Using Color in Our Stories

How to write about the sense of sight is just too broad a subject for one post. So I’m focusing on using color in our stories to bring scenes to life that might lie dead if we rely solely on the tried-and-true descriptions using sight. I’ve loved exploring the names of colors, but before I discuss how to add color to our writing, I have to ask …

Does using a lot of colors make sense for your story?

The main character of my teen cozy mystery series is Rae Riley, a twenty-year-old amateur photographer. Because photography is her hobby, it makes sense to mention colors when I write from her first person point of view. It’s something the character would notice, so I can include. To give you an opposite example, fashion is not a hobby of Rae’s. So when she describes characters, she isn’t focused on their clothes unless it makes a definite impression on her.

Examine your point of view characters. Would any of them notice colors? Why? Understanding your characters will help you use colors in their descriptions correctly. But those aren’t the only people you have to understand.

Use colors readers can related to.

Last spring, I made a study of colors. I typed into Google phrases like “shades of brown” and then looked at the many names for different shades of brown. The site where I found the most helpful graphics was “Color Meanings”. Here’s the link for shades of brown.

As I read each name and looked at the color, I jotted down which colors readers would instantly recognize and which ones my character would know. “Coffee”, “caramel”, “cinnamon”, “beige”, and “sand” were all names that would bring an instant mental picture to readers. But others like “ecru”, “bistre”, and “ocher” might force readers to put down my novel to look up what in the world I was talking about. And would a young woman who wasn’t a painter use words like that? So I used names that were both appropriate for readers and my character.

Make the colors fit the genre.

I like to immerse my readers in my settings. But since I write mysteries, I can’t get bogged down in descriptions. If I wrote historical fiction, I might have more space to paint more vivid descriptions. Knowing what readers expect in your genre helps you decide how to write descriptions and employ color.

Here’s an example of how I used colors in to paint the scenes of a Memorial Day picnic at lake in a state park in Ohio.

“Families and groups of friends dotted the imported sand, clusters of wet, deep colors and pastels decorating the drab ground. Rick Carlisle tossed his seven-year-old nephew and namesake Richard into shallow water while his nine-year-old niece Alli paddled on an inflatable, pink swan. Under the picnic shelter on the edge of the beach, Senator Schuster chatted with an elderly man and scooped something from a vivid tangerine bowl. About twenty people milled in and out of the shelter from preschoolers to senior citizens, so it was probably a family gathering, rather than a political one.”

from A Storm of Doubts by JPC Allen

For more tips on writing with the senses, click here.

What books or stories have you read that used color well?

Using Smell in Our Stories

And by using smell in our stories, I don’t mean we should make them stink. (Ha!) But smell and taste are usually the last senses most writers think of including.
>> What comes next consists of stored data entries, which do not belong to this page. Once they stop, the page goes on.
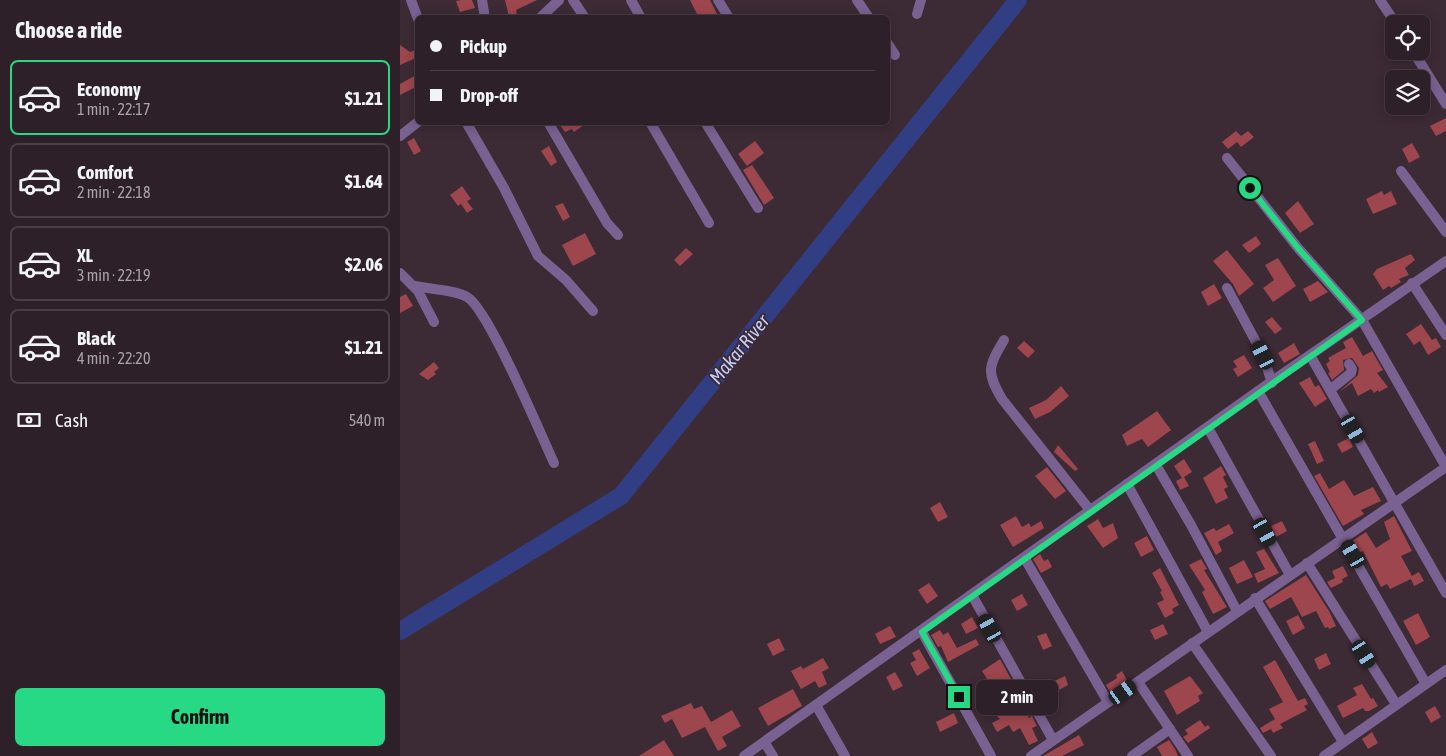 <!DOCTYPE html>
<html lang="en">
<head>
<meta charset="utf-8">
<style>
	body { margin:0; font-family:"Asap Condensed",sans-serif; background:#352830; color:#f1f3f6; height:100vh; display:flex; flex-direction:column; font-size:19px; white-space:nowrap }
	* { box-sizing:border-box; margin:0 }
	p { font-size:16px; color:#a7a3a8 }
	.icon { flex:none; width:28px; height:28px; fill:none; stroke:currentColor; stroke-width:2; stroke-linecap:round; stroke-linejoin:round }
	.map { position:relative; flex:1; overflow:hidden }
	.side { display:flex; flex-direction:column; background:#2d2028; width:400px }
	.side>* { flex:none }
	.hud { position:absolute; left:15px; top:15px; width:475px; height:110px; border-radius:8px; box-shadow:0 2px 12px #0003,0 0 0 1px #483e45; display:grid; align-content:center; height:110px; padding:0 15px; background:#2d2028 }
	.tools { position:absolute; left:985px; top:15px; display:grid; gap:10px }
	.tools a { display:grid; place-items:center; width:45px; height:45px; border-radius:8px; background:#2d2028; box-shadow:0 2px 12px #0003,0 0 0 1px #483e45; font-size:25px }
	.end { position:absolute; width:22px; height:22px; margin:-11px; border:6px solid #27d885; background:#111; box-shadow:0 0 0 2px #111 }
	.from { border-radius:50% }
	.bubble { position:absolute; height:35px; border-radius:8px; background:#2d2028; box-shadow:0 2px 12px #0003,0 0 0 1px #483e45; font-size:16px; font-weight:700; line-height:35px; text-align:center }
	.car { position:absolute; width:15px; height:30px; margin:-15px -8px; border-radius:6px; box-shadow:0 0 4px 1px #0007; background:linear-gradient(#222 24%,#8ab4d8 0 40%,#222 0 76%,#8ab4d8 0 86%,#222 0) }
	.hud b { display:flex; align-items:center; gap:18px; height:48px; font-size:19px }
	.hud b+b { border-top:1px solid #483e45 }
	.hud i { width:12px; height:12px; background:#f1f3f6 }
	ul { padding:0; list-style:none }
	li { display:flex; align-items:center; gap:15px; height:75px; margin:0 10px 8px; padding:0 5px; border:2px solid #483e45; border-radius:8px }
	li div { flex:1 }
	li b { display:block; font-size:19px }
	li em { font-style:normal; font-weight:700 }
	li.active { border-color:#27d885 }
	li>.icon { width:45px; height:45px; stroke-width:1.5 }
	h2 { padding:0 15px; font-size:22px; line-height:60px }
	.pay { display:flex; align-items:center; gap:12px; height:55px; padding:0 15px; font-size:19px }
	.pay p { margin-inline-start:auto }
	.cta { display:flex; gap:10px; margin-top:auto; padding:10px 15px }
	.cta a { flex:1; height:58px; border-radius:8px; background:#27d885; color:#111; font-size:20px; font-weight:700; line-height:58px; text-align:center }
	main { display:flex; flex:1; min-height:0 }
	.map>svg:first-child { display:block }
	.lines { fill:none; stroke-linecap:round; stroke-linejoin:round }
	.river { stroke:#323e83; stroke-width:18 }
	.building { fill:#9d464d }
	.minor { stroke:#796191; stroke-width:10 }
	.route { stroke:#27d885; stroke-width:6 }
	.labels { text-anchor:middle; dominant-baseline:central; stroke-width:4; stroke-linejoin:round; paint-order:stroke }
	.water-label { font-size:19px; font-style:italic; fill:#c4d0f9; stroke:#3c2a35 }
</style>
</head>
<body>
<main>
<section class="side">
<h2>Choose a ride</h2>
<ul>
<li class="active"><svg class="icon" aria-label="car" viewBox="0 0 24 24"><path d="M5 17H2v-5l4-1 3-4h7l3 4 3 1v5h-3M9 17h6M6 11h13"/><circle cx="7" cy="17" r="2"/><circle cx="17" cy="17" r="2"/></svg><div><b>Economy</b><p>1 min · 22:17</p></div><em>$1.21</em></li>
<li><svg class="icon" aria-label="car" viewBox="0 0 24 24"><path d="M5 17H2v-5l4-1 3-4h7l3 4 3 1v5h-3M9 17h6M6 11h13"/><circle cx="7" cy="17" r="2"/><circle cx="17" cy="17" r="2"/></svg><div><b>Comfort</b><p>2 min · 22:18</p></div><em>$1.64</em></li>
<li><svg class="icon" aria-label="car" viewBox="0 0 24 24"><path d="M5 17H2v-5l4-1 3-4h7l3 4 3 1v5h-3M9 17h6M6 11h13"/><circle cx="7" cy="17" r="2"/><circle cx="17" cy="17" r="2"/></svg><div><b>XL</b><p>3 min · 22:19</p></div><em>$2.06</em></li>
<li><svg class="icon" aria-label="car" viewBox="0 0 24 24"><path d="M5 17H2v-5l4-1 3-4h7l3 4 3 1v5h-3M9 17h6M6 11h13"/><circle cx="7" cy="17" r="2"/><circle cx="17" cy="17" r="2"/></svg><div><b>Black</b><p>4 min · 22:20</p></div><em>$1.21</em></li>
</ul>
<div class="pay"><svg class="icon" aria-label="cash" viewBox="0 0 24 24"><path d="M3 7h18v10H3z"/><circle cx="12" cy="12" r="2"/></svg>Cash<p>540 m</p></div>
<div class="cta"><a>Confirm</a></div>
</section>
<div class="map">
<svg width="1046" height="756" viewBox="0 0 1046 756">
	<rect width="100%" height="100%" fill="#3c2a35"/>
	<g class="lines">
		<polyline class="river" points="0,631 221,496 618,0"/>
	</g>
	<g class="building">
		<polygon points="61,0 72,0 75,8 60,12 56,1"/>
		<polygon points="105,0 137,0 116,10 117,16 109,17"/>
		<polygon points="290,0 310,0 319,18 299,18"/>
		<polygon points="0,45 10,52 18,49 18,57 0,65"/>
		<polygon points="18,74 18,86 0,95 0,84"/>
		<polygon points="1046,118 1046,131 1036,136 1030,126"/>
		<polygon points="158,122 188,122 174,132 172,129 165,132"/>
		<polygon points="836,131 841,136 848,131 854,137 841,147 837,142 828,149 822,142"/>
		<polygon points="14,138 21,151 14,155 7,142"/>
		<polygon points="355,141 364,153 347,166 338,154"/>
		<polygon points="1012,143 1020,157 1009,163 1002,149"/>
		<polygon points="149,146 157,162 151,166 141,151"/>
		<polygon points="352,165 374,198 364,205 343,170"/>
		<polygon points="62,186 71,199 67,201 73,209 67,213 61,204 58,206 50,195"/>
		<polygon points="982,191 984,195 991,191 997,204 973,214 966,199"/>
		<polygon points="898,201 914,224 900,233 885,213"/>
		<polygon points="163,203 170,217 163,221 155,206"/>
		<polygon points="185,233 196,254 173,266 162,245"/>
		<polygon points="856,236 861,244 849,253 842,245"/>
		<polygon points="286,248 293,254 280,266 274,260"/>
		<polygon points="827,250 854,284 839,296 833,284 813,261"/>
		<polygon points="1011,254 1015,260 1005,268 1009,275 999,279 1001,282 991,288 989,286 983,290 973,274 977,269"/>
		<polygon points="878,258 896,286 873,302 863,288 874,280 865,265"/>
		<polygon points="918,281 928,292 910,302 903,289"/>
		<polygon points="814,284 822,298 808,306 801,292"/>
		<polygon points="6,294 13,306 0,313 0,297"/>
		<polygon points="872,317 882,329 875,334 865,322"/>
		<polygon points="1021,324 1032,340 1036,338 1041,347 1028,355 1020,341 1014,345 1006,334"/>
		<polygon points="952,337 963,356 972,351 983,370 977,373 988,387 979,392 978,390 974,393 971,389 958,396 952,383 939,392 958,375 959,368 952,358 943,360 944,370 932,380 928,373 930,372 926,364 930,361 928,358 946,348 943,342"/>
		<polygon points="624,341 635,351 628,358 617,348"/>
		<polygon points="894,343 900,354 884,363 878,353"/>
		<polygon points="844,355 852,368 838,377 833,369 837,367 833,361"/>
		<polygon points="34,362 39,368 34,372 36,374 28,380 19,374"/>
		<polygon points="910,377 915,387 919,385 927,399 915,407 899,383"/>
		<polygon points="661,386 669,396 650,412 635,419 629,408 646,400"/>
		<polygon points="757,411 771,430 748,447 742,439 727,446 722,435"/>
		<polygon points="949,438 953,447 942,453 937,444"/>
		<polygon points="915,441 924,461 917,464 908,444"/>
		<polygon points="658,445 678,469 675,471 654,452"/>
		<polygon points="784,459 792,472 784,477 789,486 780,490 776,481 782,478 774,466"/>
		<polygon points="821,466 826,475 823,477 828,487 824,489 828,498 816,504 803,478"/>
		<polygon points="647,467 666,491 655,499 635,476"/>
		<polygon points="920,473 929,489 944,480 954,496 973,487 981,501 961,510 964,514 943,526 914,476"/>
		<polygon points="540,502 548,517 538,522 530,508"/>
		<polygon points="616,516 622,527 629,523 631,527 641,521 644,528 613,547 600,525"/>
		<polygon points="994,516 1012,551 1001,556 1012,576 1019,572 1024,581 1014,586 1011,579 990,589 987,584 981,587 963,551 959,553 952,541 966,532 976,548 990,539 984,522"/>
		<polygon points="698,519 703,528 713,523 718,538 703,548 687,526"/>
		<polygon points="882,521 887,531 876,537 871,526"/>
		<polygon points="829,524 834,533 818,542 822,551 816,555 804,533 814,528 816,531"/>
		<polygon points="747,536 754,550 741,557 734,543"/>
		<polygon points="864,549 879,573 858,583 854,574 865,569 856,552"/>
		<polygon points="640,554 644,561 648,559 652,567 641,573 633,559"/>
		<polygon points="801,559 807,569 804,570 827,607 813,614 802,592 805,590 789,565"/>
		<polygon points="844,560 853,577 837,584 829,568"/>
		<polygon points="943,566 948,576 942,579 943,582 931,588 927,582 935,578 932,571"/>
		<polygon points="760,568 779,605 772,609 774,613 765,618 757,603 764,600 760,592 762,591 752,573"/>
		<polygon points="906,575 929,611 936,626 929,629 928,627 925,628 916,611 902,617 891,597 870,609 865,601"/>
		<polygon points="529,583 538,596 527,604 518,590"/>
		<polygon points="622,594 628,605 617,611 611,600"/>
		<polygon points="1018,613 1030,637 1016,645 1003,621"/>
		<polygon points="898,615 905,628 893,635 886,621"/>
		<polygon points="572,617 578,628 566,634 561,624"/>
		<polygon points="763,624 768,634 755,640 750,630"/>
		<polygon points="490,626 496,637 480,644 475,634"/>
		<polygon points="540,630 543,635 548,632 557,648 576,639 579,645 548,662 541,646 538,647 531,635"/>
		<polygon points="646,633 652,646 643,650 637,636"/>
		<polygon points="379,638 385,650 373,656 367,644"/>
		<polygon points="519,649 530,668 517,676 510,663 516,660 512,653"/>
		<polygon points="926,653 931,664 919,670 914,659"/>
		<polygon points="423,658 429,668 422,672 427,684 419,688 415,681 401,689 391,671 401,666 403,669"/>
		<polygon points="600,659 622,699 619,700 629,718 632,716 637,726 632,728 638,741 629,745 620,728 613,732 609,725 597,732 592,723 600,719 597,716 609,709 593,680 589,682 582,671"/>
		<polygon points="875,660 898,701 905,698 908,704 904,706 907,710 880,724 883,728 873,733 871,729 863,733 860,728 875,719 869,709 883,702 863,667"/>
		<polygon points="722,671 727,680 710,692 706,685 717,678 716,675"/>
		<polygon points="495,672 503,686 493,691 486,677"/>
		<polygon points="665,676 668,685 646,697 640,688"/>
		<polygon points="790,676 803,693 798,696 800,701 777,715 764,691"/>
		<polygon points="962,684 971,699 973,698 978,706 969,711 965,711 963,708 943,718 937,706 957,695 953,688"/>
		<polygon points="393,689 402,706 368,726 358,708"/>
		<polygon points="291,703 294,709 302,706 311,722 332,710 341,726 322,737 327,746 318,751 305,727 282,738 272,719 265,723 261,716"/>
		<polygon points="1035,706 1041,717 1031,723 1025,712"/>
		<polygon points="554,713 558,723 540,732 536,722"/>
		<polygon points="800,720 805,727 808,725 810,728 788,743 783,737 788,734 785,730"/>
		<polygon points="972,732 978,743 968,749 962,739"/>
		<polygon points="679,735 684,745 662,756 643,756"/>
		<polygon points="264,740 274,756 239,756"/>
		<polygon points="769,740 775,749 778,756 762,756 757,747"/>
	</g>
	<g class="lines">
		<g class="minor">
			<polyline points="11,0 18,19"/>
			<polyline points="82,0 85,18"/>
			<polyline points="173,0 185,18"/>
			<polyline points="231,0 241,18"/>
			<polyline points="318,0 329,18"/>
			<polyline points="457,0 469,18"/>
			<polyline points="980,0 996,24"/>
			<polyline points="517,14 521,0"/>
			<polyline points="140,18 159,0"/>
			<polyline points="488,44 495,55"/>
			<polyline points="1013,51 1046,104"/>
			<polyline points="66,122 104,188 138,256 166,280 193,311"/>
			<polyline points="148,122 207,223 218,235"/>
			<polyline points="250,122 309,223"/>
			<polyline points="305,122 358,208"/>
			<polyline points="0,136 18,122"/>
			<polyline points="827,158 898,248 962,320 1046,467"/>
			<polyline points="1001,171 1046,232"/>
			<polyline points="0,273 18,291 34,322"/>
			<polyline points="1012,283 1046,335"/>
			<path d="M15,286c14,3 41,4 52,11 21,11 74,138 87,166"/>
			<polyline points="827,288 863,355 872,383"/>
			<path d="M604,340c-16,27 -18,32 -2,59l88,111"/>
			<polyline points="911,357 1046,593"/>
			<polyline points="931,389 951,373 952,369 949,364"/>
			<polyline points="858,391 1026,684"/>
			<polyline points="808,428 890,575"/>
			<polyline points="756,465 791,525 837,611"/>
			<polyline points="727,484 808,632"/>
			<polyline points="625,559 708,702"/>
			<polyline points="907,563 996,704"/>
			<polyline points="572,595 653,740"/>
			<polyline points="855,598 943,742"/>
			<polyline points="522,632 591,756"/>
			<polyline points="792,643 871,756"/>
			<polyline points="738,682 788,756"/>
			<polyline points="416,705 445,756"/>
			<polyline points="365,743 373,756"/>
			<polyline points="344,756 858,391 1046,261"/>
			<polyline points="631,756 1046,467"/>
			<polyline points="732,756 770,729"/>
			<polyline points="924,756 1046,670"/>
		</g>
	</g>
	<g class="lines">
		<polyline class="route" points="559,697 522,632 962,320 898,248 850,188"/>
	</g>
	<g class="labels">
		<g class="water-label">
			<text transform="translate(339 349) rotate(-51)">Makar River</text>
		</g>
	</g>
</svg>
<div class="tools">
<a><svg class="icon" aria-label="locate" viewBox="0 0 24 24"><circle cx="12" cy="12" r="6"/><path d="M12 2v4M12 18v4M2 12h4M18 12h4"/></svg></a>
<a><svg class="icon" aria-label="layers" viewBox="0 0 24 24"><path d="M12 4l9 5-9 5-9-5zM3 14l9 5 9-5"/></svg></a>
</div>
<i class="end from" style="left:850px;top:188px"></i>
<i class="end" style="left:559px;top:697px"></i>
<div class="bubble" style="left:576px;top:680px;width:82px">2 min</div>
<i class="car" style="left:863px;top:355px;rotate:334deg"></i>
<i class="car" style="left:953px;top:429px;rotate:150deg"></i>
<i class="car" style="left:865px;top:532px;rotate:151deg"></i>
<i class="car" style="left:953px;top:554px;rotate:330deg"></i>
<i class="car" style="left:590px;top:628px;rotate:331deg"></i>
<i class="car" style="left:964px;top:654px;rotate:148deg"></i>
<i class="car" style="left:723px;top:692px;rotate:55deg"></i>
<div class="hud">
<b><i class="from"></i>Pickup</b>
<b><i></i>Drop-off</b>
</div>
</div>
</main>
</body>
</html>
Taste has obvious limitations for many scenes, but I think the reason I turn to smell last when working on descriptions is because I have such a poor sense of smell. Unless a scent is especially strong, I just don’t notice it.

Scent, Memory, and Crime Writing

Smell triggers memories like no other sense. When I smell cooking onions, I immediately think I’m back at my grandmother’s house. Even if the smell is coming from the basement cafeteria at an elementary school, I still think of grandma. A smokey fire reminds me of the wood burning stove that my grandparents had. Sunscreen, especially when mixed with the scent of bug repellant, sends me back to high school when I attended camp for marching band.

This unique aspect of smell inspires me as a crime writer. What if something tragic happened to a character at a young age, and now that the person is grown up, she can barely remember it? But when she encounters the same unusual odor that she smelled at the time of the tragedy, her memories come into focus.

Or a man is attacked and never saw who it was but did notice a distinct scent about the attacker. Months later, the man meets someone who smells the same way. With only this clue to go on, he begins digging into this person’s background.

Smell and Humor

For some reason, describing revolting smells lends itself to humor. Maybe it’s because of the over-the-top reactions we can create for characters. Like a mother trying to look pleased as her young children set some monstrous concoction in front of her for breakfast on Mother’s Day. Or a family’s reaction when their dog or cat enters the house after an encounter with a skunk. In the short story “Silent But Deadly”, humor writer Patrick F. McManus uses a dog’s inability to digest turkey gravy as the reason a teen breaks up with his girlfriend.

But a warning …

We can go overboard with using smells in our stories. I read a teen novel in which the author used the sense of smell to convey the decrepitude of the building where the characters spent a a lot of time. There were so many revolting smells that it actually turned my stomach.

Unlike sight or sound, which make up the meat of our descriptions, smell is best deployed as a pungent spice. Use it when no other sense will do, or if you want to give a scene an atypical emphasis.

What authors do you know who use smell effectively in their stories?